Go through the listing beneath and show each line containing the string "overflow".

-----

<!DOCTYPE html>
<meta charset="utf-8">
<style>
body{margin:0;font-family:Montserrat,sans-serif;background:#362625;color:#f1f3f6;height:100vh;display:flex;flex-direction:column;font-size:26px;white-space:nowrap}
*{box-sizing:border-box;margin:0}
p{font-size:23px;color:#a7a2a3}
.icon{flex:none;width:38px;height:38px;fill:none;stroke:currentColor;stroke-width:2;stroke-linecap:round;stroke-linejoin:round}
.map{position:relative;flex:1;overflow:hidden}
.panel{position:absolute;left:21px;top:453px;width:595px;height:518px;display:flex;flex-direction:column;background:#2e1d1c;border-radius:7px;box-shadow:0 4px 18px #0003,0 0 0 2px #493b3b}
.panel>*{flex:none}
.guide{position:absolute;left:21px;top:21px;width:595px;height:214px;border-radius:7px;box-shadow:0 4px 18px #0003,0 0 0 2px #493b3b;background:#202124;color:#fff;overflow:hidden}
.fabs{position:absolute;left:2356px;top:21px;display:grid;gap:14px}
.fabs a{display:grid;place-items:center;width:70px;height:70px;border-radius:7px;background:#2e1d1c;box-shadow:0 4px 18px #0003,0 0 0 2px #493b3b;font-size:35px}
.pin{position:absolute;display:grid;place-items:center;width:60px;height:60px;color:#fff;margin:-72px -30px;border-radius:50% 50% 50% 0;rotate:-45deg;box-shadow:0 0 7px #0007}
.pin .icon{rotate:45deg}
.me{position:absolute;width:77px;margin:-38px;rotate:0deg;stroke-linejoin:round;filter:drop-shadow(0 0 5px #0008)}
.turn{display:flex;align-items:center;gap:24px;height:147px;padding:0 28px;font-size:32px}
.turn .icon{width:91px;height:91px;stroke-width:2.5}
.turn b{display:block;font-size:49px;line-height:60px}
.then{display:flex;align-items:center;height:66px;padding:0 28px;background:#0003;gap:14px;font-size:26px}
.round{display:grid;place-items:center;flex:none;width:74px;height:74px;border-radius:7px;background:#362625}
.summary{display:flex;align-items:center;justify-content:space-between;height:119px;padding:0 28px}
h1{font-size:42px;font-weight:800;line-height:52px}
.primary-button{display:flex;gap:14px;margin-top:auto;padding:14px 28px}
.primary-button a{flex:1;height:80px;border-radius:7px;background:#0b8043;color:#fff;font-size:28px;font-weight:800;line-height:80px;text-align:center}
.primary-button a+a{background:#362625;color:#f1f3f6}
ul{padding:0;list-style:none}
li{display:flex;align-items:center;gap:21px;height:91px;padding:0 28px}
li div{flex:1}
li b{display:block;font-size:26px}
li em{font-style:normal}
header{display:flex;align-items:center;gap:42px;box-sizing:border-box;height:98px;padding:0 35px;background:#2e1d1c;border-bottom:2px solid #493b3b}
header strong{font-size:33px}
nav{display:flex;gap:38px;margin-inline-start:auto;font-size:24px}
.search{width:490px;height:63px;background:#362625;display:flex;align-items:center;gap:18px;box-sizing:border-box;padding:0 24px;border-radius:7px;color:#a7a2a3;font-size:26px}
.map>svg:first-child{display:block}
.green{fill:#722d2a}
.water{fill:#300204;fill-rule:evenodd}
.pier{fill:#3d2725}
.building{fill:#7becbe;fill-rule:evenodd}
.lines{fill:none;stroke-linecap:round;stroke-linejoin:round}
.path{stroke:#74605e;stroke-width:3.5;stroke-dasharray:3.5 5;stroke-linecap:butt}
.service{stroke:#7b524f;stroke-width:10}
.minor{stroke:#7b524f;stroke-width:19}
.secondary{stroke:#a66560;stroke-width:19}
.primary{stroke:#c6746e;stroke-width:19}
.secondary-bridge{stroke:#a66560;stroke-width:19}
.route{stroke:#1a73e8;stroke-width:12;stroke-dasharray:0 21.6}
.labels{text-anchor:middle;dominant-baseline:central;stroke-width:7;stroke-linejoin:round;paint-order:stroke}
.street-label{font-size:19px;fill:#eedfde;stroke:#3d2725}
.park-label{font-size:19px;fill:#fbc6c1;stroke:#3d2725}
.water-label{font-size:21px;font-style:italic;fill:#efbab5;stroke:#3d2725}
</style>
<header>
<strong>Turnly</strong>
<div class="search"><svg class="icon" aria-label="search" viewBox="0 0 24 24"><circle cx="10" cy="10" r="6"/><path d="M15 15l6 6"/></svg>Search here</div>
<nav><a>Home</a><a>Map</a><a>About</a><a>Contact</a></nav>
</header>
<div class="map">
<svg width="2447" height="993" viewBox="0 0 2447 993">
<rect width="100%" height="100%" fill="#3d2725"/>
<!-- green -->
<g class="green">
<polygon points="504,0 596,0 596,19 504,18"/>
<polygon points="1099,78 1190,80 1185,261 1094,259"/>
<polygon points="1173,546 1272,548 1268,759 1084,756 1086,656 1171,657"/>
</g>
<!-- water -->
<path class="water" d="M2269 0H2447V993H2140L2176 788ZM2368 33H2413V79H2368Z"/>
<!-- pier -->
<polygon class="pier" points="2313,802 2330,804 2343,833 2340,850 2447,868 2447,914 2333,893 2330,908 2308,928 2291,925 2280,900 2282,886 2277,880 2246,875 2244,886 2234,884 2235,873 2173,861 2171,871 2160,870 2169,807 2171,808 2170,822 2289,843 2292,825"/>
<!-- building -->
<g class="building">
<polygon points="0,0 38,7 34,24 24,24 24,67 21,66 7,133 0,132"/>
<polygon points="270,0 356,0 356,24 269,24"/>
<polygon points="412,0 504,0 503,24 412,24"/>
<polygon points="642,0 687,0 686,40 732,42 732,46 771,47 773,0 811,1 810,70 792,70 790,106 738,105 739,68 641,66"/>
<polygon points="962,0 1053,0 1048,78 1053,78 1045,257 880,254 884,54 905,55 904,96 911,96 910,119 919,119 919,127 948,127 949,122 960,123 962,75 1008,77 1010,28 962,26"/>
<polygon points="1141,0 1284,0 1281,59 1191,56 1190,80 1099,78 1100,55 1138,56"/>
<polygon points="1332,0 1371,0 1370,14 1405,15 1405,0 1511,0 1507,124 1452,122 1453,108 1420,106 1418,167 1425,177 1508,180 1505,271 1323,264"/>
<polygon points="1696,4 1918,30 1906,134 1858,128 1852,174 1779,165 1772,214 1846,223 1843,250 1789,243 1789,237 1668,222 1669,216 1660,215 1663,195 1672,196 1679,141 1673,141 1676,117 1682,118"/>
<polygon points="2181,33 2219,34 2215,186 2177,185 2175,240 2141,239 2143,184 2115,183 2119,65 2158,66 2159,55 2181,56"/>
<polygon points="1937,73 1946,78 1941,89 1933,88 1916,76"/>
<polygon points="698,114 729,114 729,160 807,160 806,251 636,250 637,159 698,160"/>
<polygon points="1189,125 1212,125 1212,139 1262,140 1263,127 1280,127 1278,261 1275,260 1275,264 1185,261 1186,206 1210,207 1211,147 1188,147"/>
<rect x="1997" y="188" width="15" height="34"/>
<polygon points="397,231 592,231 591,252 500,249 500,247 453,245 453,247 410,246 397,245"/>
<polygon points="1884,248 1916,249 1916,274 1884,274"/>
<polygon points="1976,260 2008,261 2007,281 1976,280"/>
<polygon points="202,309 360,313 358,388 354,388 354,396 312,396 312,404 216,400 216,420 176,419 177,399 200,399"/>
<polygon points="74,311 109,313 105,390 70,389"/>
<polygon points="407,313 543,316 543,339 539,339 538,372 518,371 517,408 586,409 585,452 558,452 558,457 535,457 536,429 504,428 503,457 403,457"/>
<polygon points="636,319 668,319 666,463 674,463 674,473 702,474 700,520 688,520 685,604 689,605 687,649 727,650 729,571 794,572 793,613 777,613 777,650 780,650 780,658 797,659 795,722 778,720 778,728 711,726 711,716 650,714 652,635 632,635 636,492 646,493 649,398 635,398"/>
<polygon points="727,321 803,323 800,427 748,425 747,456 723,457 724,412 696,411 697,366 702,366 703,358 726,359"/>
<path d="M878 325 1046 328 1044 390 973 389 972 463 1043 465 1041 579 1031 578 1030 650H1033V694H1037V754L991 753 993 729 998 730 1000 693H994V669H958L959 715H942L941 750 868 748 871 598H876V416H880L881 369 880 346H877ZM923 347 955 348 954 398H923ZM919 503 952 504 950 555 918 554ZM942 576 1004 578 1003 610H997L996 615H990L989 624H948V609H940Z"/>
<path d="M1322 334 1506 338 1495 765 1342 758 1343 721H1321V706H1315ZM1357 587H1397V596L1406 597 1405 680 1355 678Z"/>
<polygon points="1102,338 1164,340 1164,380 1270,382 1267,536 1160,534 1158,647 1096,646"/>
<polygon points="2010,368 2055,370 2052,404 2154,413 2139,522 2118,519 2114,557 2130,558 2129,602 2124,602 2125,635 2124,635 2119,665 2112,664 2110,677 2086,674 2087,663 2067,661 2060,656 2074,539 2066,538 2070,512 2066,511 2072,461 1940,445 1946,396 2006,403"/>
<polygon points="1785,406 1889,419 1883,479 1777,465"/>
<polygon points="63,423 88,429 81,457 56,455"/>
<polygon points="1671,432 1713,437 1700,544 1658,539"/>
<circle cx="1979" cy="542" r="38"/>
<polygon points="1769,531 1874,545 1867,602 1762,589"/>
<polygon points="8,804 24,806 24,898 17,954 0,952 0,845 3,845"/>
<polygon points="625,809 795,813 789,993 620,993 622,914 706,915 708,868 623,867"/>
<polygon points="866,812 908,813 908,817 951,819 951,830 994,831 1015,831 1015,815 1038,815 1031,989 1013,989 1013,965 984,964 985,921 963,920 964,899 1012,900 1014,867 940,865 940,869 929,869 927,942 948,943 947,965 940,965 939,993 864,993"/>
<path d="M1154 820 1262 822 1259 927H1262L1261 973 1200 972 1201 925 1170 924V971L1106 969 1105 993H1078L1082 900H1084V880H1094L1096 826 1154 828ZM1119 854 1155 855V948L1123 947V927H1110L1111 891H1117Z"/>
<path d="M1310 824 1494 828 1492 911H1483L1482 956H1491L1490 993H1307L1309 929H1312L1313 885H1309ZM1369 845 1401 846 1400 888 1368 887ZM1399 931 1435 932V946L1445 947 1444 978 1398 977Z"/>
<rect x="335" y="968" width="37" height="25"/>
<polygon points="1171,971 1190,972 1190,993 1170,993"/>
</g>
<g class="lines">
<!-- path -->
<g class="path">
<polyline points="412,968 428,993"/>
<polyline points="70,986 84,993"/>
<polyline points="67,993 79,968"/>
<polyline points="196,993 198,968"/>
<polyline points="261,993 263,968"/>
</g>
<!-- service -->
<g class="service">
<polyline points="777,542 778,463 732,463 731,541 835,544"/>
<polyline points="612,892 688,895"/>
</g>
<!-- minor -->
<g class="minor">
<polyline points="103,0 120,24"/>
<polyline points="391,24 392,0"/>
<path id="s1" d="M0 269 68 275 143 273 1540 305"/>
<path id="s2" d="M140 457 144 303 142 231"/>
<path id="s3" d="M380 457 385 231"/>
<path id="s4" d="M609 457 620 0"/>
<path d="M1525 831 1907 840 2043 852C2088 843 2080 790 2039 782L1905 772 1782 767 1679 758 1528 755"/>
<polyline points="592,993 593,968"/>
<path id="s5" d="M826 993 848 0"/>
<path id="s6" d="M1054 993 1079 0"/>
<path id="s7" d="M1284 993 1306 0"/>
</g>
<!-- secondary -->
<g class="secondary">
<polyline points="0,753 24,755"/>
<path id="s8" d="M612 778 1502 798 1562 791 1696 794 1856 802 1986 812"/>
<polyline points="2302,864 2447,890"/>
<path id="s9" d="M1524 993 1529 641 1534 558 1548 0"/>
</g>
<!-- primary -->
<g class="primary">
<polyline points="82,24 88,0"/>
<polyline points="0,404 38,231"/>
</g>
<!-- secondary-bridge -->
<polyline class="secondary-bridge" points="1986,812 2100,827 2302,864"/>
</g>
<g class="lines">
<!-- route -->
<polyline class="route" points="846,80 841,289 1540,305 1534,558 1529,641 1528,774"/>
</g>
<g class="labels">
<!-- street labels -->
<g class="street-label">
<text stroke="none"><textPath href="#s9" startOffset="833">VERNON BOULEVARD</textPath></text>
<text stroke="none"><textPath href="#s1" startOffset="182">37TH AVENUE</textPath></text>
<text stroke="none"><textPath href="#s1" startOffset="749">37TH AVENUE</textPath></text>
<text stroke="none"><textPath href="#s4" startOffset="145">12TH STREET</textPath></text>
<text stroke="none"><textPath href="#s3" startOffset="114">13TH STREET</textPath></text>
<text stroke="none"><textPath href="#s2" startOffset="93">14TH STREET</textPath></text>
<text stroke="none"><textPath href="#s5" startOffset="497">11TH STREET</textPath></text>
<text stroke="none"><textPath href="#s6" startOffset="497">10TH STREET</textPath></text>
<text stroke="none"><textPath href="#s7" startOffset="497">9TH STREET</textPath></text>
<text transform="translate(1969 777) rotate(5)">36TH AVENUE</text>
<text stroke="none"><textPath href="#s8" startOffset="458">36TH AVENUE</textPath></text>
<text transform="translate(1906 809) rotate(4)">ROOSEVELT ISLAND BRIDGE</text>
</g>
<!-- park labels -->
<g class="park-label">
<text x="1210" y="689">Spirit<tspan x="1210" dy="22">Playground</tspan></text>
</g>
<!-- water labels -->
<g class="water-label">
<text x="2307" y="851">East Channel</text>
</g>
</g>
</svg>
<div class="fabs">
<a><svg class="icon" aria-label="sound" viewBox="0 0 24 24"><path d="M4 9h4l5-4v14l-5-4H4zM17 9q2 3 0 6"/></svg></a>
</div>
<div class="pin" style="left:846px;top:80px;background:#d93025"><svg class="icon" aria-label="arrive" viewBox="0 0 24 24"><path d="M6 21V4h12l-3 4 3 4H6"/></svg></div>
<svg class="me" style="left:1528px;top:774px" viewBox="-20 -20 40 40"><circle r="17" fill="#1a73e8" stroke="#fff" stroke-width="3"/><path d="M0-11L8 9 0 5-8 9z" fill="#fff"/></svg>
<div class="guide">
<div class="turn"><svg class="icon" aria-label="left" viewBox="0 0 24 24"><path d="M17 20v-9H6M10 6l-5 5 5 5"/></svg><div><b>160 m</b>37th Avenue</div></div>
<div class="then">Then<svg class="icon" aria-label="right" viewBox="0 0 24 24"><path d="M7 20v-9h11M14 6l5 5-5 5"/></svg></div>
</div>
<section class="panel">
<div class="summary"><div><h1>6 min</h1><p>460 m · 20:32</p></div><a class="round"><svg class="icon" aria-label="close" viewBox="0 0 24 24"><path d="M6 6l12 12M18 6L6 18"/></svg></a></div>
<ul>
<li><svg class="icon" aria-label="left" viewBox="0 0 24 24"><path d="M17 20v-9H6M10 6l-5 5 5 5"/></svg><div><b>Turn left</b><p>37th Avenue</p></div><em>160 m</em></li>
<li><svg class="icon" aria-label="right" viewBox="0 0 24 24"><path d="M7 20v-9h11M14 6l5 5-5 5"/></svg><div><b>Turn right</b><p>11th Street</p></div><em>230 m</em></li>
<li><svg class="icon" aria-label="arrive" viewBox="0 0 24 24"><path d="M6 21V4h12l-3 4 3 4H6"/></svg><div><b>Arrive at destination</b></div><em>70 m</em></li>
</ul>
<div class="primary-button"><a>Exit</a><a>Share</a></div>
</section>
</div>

-----

• [WORKED SOLUTION]:
.map{position:relative;flex:1;overflow:hidden}
.guide{position:absolute;left:21px;top:21px;width:595px;height:214px;border-radius:7px;box-shadow:0 4px 18px #0003,0 0 0 2px #493b3b;background:#202124;color:#fff;overflow:hidden}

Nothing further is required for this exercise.